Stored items
------------------------------------------------------------

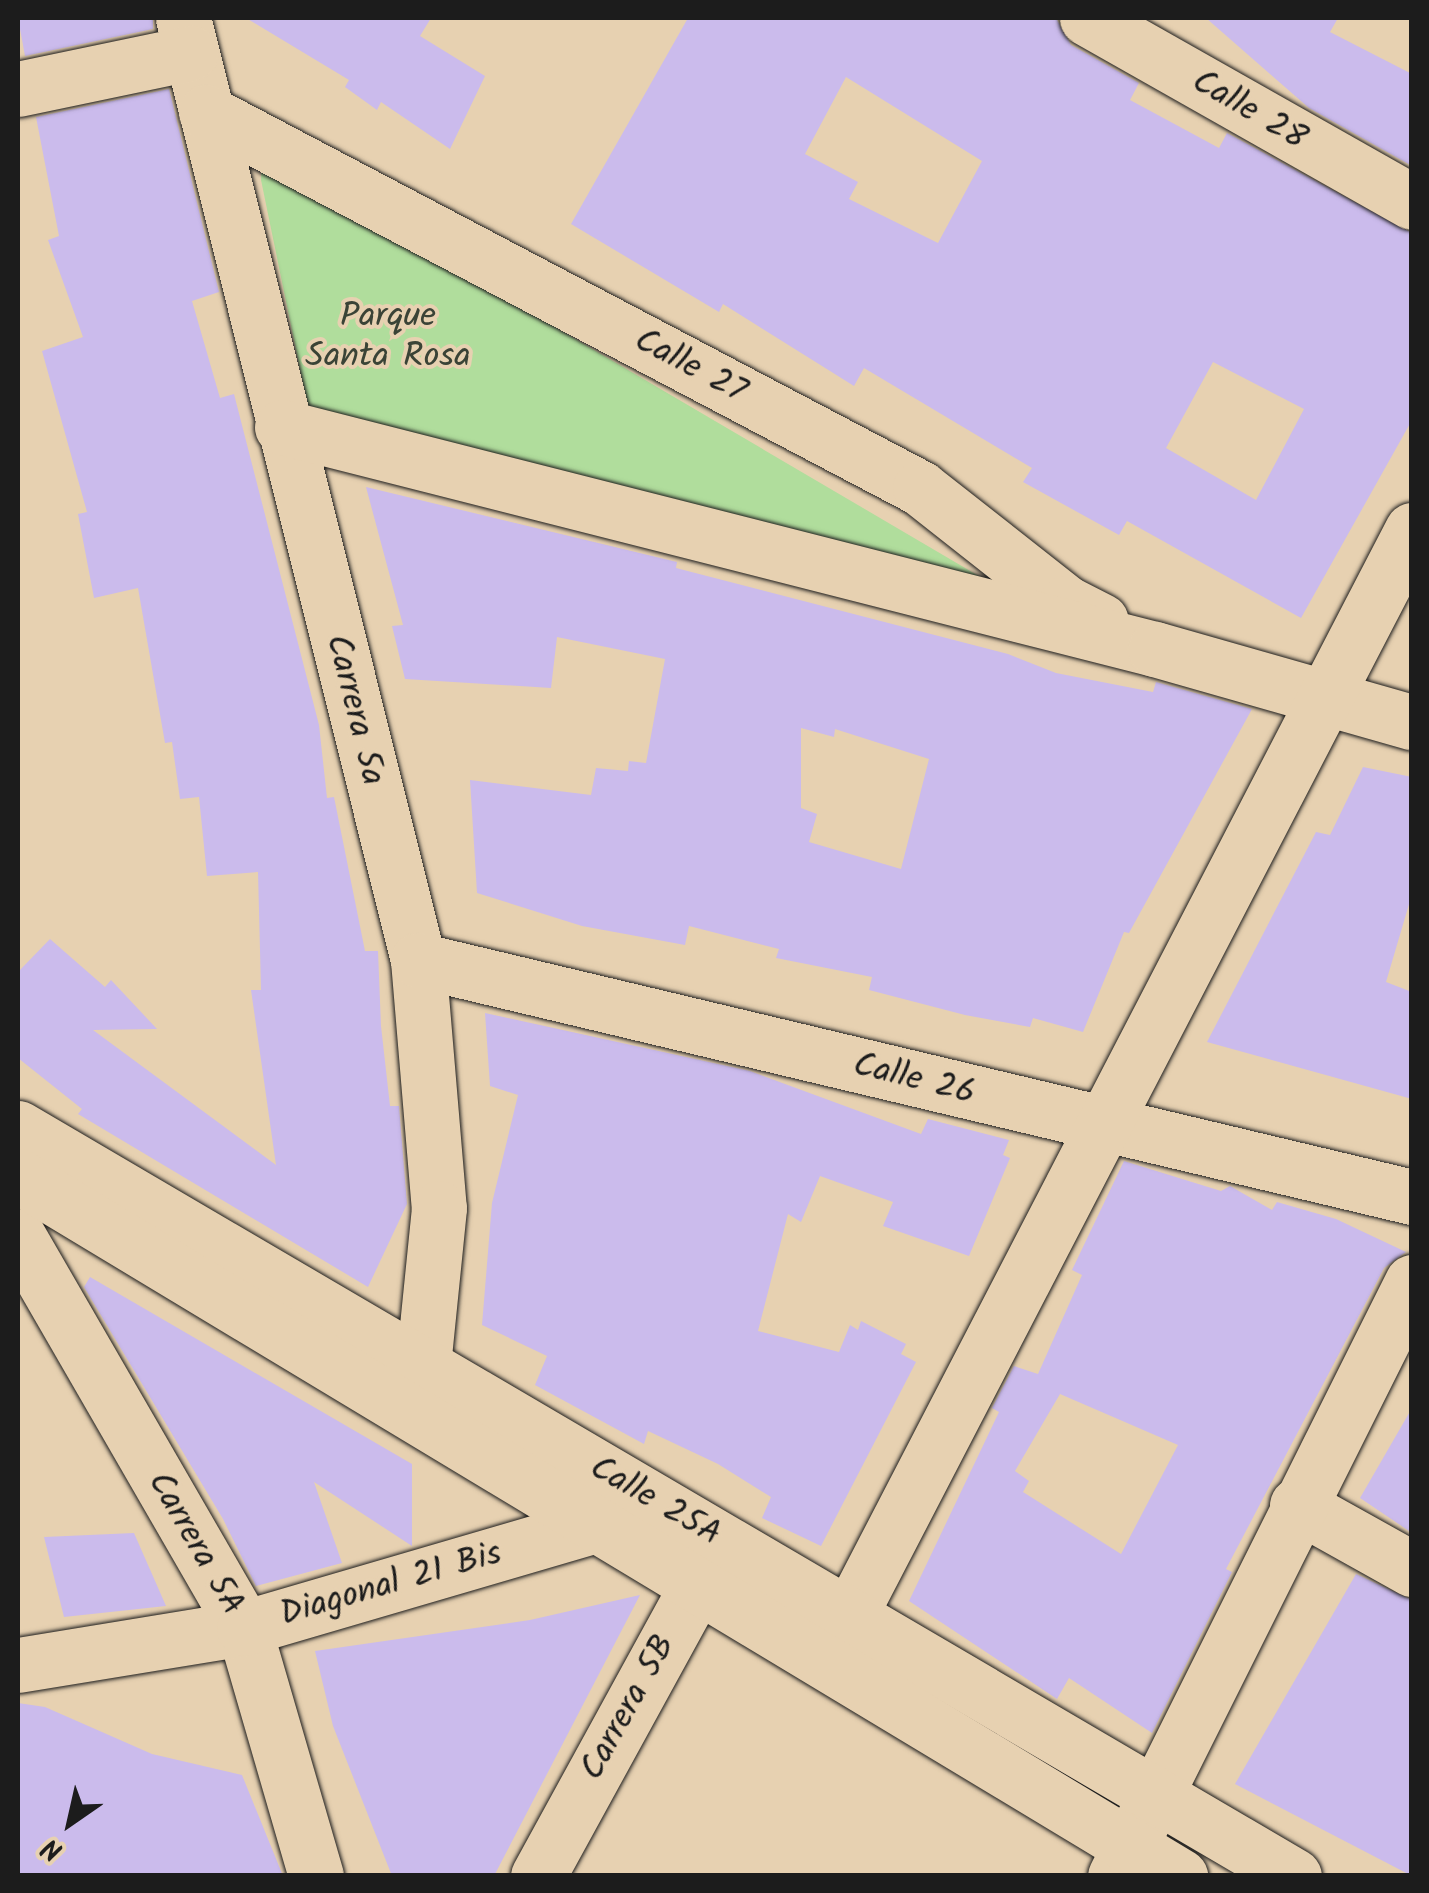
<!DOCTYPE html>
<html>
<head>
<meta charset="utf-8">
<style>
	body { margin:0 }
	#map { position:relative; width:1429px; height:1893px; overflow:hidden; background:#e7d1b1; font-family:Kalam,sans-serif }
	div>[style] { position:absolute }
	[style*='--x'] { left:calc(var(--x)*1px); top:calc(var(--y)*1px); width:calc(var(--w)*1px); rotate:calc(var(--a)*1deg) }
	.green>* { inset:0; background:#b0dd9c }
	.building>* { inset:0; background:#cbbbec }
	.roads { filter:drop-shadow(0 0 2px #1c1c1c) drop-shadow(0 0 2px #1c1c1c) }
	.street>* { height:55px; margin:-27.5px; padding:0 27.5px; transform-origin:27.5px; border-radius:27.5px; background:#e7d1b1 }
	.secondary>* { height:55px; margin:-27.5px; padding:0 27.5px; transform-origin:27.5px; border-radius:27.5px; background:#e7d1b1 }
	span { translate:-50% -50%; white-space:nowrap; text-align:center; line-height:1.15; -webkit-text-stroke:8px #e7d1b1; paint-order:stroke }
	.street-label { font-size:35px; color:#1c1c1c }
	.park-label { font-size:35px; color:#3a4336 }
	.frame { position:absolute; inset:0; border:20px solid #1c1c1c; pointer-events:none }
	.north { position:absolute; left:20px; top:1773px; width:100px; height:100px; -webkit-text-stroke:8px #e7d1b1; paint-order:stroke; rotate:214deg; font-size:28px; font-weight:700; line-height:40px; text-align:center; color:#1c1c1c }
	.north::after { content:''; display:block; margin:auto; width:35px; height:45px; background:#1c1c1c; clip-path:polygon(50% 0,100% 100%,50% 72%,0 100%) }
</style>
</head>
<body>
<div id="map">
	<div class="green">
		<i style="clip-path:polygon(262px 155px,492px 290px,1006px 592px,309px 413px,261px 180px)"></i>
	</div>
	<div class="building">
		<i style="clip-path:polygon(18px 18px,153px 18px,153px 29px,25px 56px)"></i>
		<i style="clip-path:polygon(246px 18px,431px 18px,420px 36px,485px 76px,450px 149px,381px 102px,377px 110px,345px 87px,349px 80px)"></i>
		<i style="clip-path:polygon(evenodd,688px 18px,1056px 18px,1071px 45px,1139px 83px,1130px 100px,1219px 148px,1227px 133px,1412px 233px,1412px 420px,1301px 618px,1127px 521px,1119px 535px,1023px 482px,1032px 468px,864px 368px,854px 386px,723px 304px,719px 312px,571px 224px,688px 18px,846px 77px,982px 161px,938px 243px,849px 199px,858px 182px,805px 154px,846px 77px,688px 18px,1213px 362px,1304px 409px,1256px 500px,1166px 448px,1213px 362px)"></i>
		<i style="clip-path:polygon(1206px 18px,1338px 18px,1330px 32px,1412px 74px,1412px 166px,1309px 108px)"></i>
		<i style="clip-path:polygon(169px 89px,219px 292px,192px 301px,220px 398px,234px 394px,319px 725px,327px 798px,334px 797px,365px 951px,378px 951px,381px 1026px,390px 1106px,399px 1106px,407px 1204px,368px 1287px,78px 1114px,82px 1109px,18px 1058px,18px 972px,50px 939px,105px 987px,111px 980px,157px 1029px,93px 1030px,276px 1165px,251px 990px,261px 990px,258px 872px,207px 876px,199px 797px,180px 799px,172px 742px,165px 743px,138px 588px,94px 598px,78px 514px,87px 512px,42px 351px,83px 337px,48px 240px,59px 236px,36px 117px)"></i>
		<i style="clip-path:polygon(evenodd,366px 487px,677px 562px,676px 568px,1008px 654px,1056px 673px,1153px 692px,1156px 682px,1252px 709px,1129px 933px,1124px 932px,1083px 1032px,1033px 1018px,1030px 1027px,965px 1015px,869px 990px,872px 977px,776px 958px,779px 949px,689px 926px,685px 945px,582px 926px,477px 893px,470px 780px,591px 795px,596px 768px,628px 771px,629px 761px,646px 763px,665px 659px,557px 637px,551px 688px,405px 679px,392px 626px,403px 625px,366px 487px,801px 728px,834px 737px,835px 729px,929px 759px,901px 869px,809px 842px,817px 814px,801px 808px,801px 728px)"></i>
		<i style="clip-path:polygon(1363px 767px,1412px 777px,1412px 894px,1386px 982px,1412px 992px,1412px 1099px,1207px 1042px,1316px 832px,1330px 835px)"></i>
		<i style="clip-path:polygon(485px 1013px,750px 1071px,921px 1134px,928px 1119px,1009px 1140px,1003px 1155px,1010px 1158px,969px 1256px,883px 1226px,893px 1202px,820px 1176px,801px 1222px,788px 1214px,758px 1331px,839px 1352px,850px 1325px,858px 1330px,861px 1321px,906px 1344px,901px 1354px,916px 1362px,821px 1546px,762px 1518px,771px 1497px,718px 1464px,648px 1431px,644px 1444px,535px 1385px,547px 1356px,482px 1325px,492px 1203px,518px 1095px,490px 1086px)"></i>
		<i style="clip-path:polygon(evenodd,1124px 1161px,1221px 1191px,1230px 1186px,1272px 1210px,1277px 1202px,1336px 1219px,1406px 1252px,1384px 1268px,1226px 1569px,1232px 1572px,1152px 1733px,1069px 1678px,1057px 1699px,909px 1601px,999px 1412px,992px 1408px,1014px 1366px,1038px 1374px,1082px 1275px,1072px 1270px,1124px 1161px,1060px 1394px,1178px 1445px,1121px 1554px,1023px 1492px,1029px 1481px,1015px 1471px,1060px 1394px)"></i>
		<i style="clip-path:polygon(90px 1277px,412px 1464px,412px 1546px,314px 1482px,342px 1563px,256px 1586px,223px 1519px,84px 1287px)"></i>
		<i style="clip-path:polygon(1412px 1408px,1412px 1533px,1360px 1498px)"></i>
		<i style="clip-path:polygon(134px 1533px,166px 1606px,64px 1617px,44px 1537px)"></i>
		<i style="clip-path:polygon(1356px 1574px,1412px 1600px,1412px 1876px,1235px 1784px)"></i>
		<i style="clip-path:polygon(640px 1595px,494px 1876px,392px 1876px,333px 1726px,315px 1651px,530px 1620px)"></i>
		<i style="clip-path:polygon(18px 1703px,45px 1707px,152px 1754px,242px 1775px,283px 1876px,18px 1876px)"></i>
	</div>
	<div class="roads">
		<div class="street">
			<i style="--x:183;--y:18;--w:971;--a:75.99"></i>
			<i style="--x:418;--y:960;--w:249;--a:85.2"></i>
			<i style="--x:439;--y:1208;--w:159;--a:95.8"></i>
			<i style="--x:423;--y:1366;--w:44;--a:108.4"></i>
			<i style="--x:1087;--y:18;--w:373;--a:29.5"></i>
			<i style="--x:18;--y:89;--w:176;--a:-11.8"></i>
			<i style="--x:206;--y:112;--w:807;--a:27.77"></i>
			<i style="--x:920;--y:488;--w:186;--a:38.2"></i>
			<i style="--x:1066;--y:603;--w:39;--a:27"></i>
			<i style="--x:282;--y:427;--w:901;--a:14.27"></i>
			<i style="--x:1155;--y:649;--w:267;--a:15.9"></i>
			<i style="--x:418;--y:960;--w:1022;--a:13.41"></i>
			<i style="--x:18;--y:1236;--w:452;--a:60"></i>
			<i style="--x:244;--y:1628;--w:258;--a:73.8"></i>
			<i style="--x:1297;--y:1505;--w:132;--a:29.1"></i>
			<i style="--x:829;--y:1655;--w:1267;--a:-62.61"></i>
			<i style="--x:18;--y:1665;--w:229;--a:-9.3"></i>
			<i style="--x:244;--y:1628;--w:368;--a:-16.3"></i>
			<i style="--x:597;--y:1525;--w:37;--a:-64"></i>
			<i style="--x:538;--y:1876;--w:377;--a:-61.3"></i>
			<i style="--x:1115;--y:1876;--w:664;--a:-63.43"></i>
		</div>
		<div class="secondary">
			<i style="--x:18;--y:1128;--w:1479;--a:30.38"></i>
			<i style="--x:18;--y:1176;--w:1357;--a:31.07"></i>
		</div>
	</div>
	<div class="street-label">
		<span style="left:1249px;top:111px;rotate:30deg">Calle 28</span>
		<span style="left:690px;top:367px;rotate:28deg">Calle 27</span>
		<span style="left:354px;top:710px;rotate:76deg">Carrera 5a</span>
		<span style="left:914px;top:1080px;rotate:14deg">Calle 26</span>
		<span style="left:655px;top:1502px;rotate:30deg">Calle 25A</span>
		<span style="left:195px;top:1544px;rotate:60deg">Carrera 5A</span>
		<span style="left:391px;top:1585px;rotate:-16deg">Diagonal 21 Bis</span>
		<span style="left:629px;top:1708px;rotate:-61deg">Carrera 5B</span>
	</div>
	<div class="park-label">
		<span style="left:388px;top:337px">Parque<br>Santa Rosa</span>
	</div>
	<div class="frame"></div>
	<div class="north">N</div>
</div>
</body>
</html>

------------------------------------------------------------

- _Activity_
For this exercise, copy each line of the data above exactly, from the first through the line containing "filter:drop-shadow(0 0 2px", and drop the pictures.

- _Exercise answer_
<!DOCTYPE html>
<html>
<head>
<meta charset="utf-8">
<style>
	body { margin:0 }
	#map { position:relative; width:1429px; height:1893px; overflow:hidden; background:#e7d1b1; font-family:Kalam,sans-serif }
	div>[style] { position:absolute }
	[style*='--x'] { left:calc(var(--x)*1px); top:calc(var(--y)*1px); width:calc(var(--w)*1px); rotate:calc(var(--a)*1deg) }
	.green>* { inset:0; background:#b0dd9c }
	.building>* { inset:0; background:#cbbbec }
	.roads { filter:drop-shadow(0 0 2px #1c1c1c) drop-shadow(0 0 2px #1c1c1c) }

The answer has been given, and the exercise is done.